El fumar eventualmente se detendrá, lo cual es una señal de que la capa de aceite ha completado su transformación. El tiempo que demora un quemador depende de la potencia calorífica del quemador y del tamaño de la sartén, pero puede durar varios minutos. En el horno, unos 30 minutos deberían hacerlo.

Paso 6: Repita

Continúa aplicando esas capas microdelgadas de aceite y calentándolas hasta que se oscurezcan, una y otra vez, hasta que la sartén tenga, como mínimo, un tono marrón oscuro. Eso debería ser suficiente sazón para comenzar a cocinar.

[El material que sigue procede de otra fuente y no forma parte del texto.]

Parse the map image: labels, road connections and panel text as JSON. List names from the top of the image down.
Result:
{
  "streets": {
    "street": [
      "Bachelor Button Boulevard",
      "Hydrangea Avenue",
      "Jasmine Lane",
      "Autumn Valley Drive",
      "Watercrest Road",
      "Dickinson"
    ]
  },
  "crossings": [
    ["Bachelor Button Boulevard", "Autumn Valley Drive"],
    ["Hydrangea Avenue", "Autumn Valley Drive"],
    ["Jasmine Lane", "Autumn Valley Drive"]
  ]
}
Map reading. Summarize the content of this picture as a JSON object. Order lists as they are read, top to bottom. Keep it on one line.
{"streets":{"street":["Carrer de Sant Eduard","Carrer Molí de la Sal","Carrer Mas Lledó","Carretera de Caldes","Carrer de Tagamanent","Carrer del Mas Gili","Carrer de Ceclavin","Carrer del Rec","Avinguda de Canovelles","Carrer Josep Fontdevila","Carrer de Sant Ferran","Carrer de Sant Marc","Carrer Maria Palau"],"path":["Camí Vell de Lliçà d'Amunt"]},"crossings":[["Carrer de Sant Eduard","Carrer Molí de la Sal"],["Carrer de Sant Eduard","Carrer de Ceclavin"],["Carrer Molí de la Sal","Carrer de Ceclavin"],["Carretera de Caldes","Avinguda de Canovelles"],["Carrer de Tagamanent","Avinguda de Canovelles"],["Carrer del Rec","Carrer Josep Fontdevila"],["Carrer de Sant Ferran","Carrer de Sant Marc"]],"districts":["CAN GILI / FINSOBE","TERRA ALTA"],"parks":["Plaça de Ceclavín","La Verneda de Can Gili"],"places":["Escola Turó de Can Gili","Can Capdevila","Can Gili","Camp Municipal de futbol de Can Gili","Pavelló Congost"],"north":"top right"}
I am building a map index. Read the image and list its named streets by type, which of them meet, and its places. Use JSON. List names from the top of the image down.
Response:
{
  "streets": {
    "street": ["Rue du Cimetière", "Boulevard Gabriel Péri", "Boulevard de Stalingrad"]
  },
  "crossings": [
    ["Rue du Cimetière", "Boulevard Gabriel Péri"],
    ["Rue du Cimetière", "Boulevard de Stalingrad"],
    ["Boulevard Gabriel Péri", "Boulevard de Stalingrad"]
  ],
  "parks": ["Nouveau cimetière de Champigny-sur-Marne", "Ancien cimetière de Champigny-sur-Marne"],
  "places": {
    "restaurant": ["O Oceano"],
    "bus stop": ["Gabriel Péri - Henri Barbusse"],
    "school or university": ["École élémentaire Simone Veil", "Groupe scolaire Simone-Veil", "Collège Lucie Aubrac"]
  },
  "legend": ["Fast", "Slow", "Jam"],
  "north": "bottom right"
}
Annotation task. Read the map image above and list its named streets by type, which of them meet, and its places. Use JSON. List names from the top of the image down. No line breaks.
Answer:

Paso 7: use la cacerola y vuelva a condimentar según sea necesario

Cocinar un cordero en una sartén de acero al carbono.
A partir de este momento, su objetivo es usar la sartén. Con suficiente asado y salteado en la sartén, acumulará aún más condimento. Por supuesto, también puede colocar algunas nuevas capas de condimentos utilizando el proceso de calor-aceite-calor anterior siempre que lo desee. Finalmente, su sartén se volverá negra. Si mi experiencia anecdótica es precisa, el condimento en una sartén de acero al carbono puede ser un poco más propenso a desprenderse que el condimento en hierro fundido. Si esto sucede, no se preocupe, solo sazone la sartén unas cuantas veces más para reparar un lugar problemático.

Todo lo que queda es mantener bien la sartén. El método es el mismo que para el hierro fundido, sobre el cual puede leer en nuestro artículo sobre la técnica adecuada de limpieza y lavado de hierro fundido.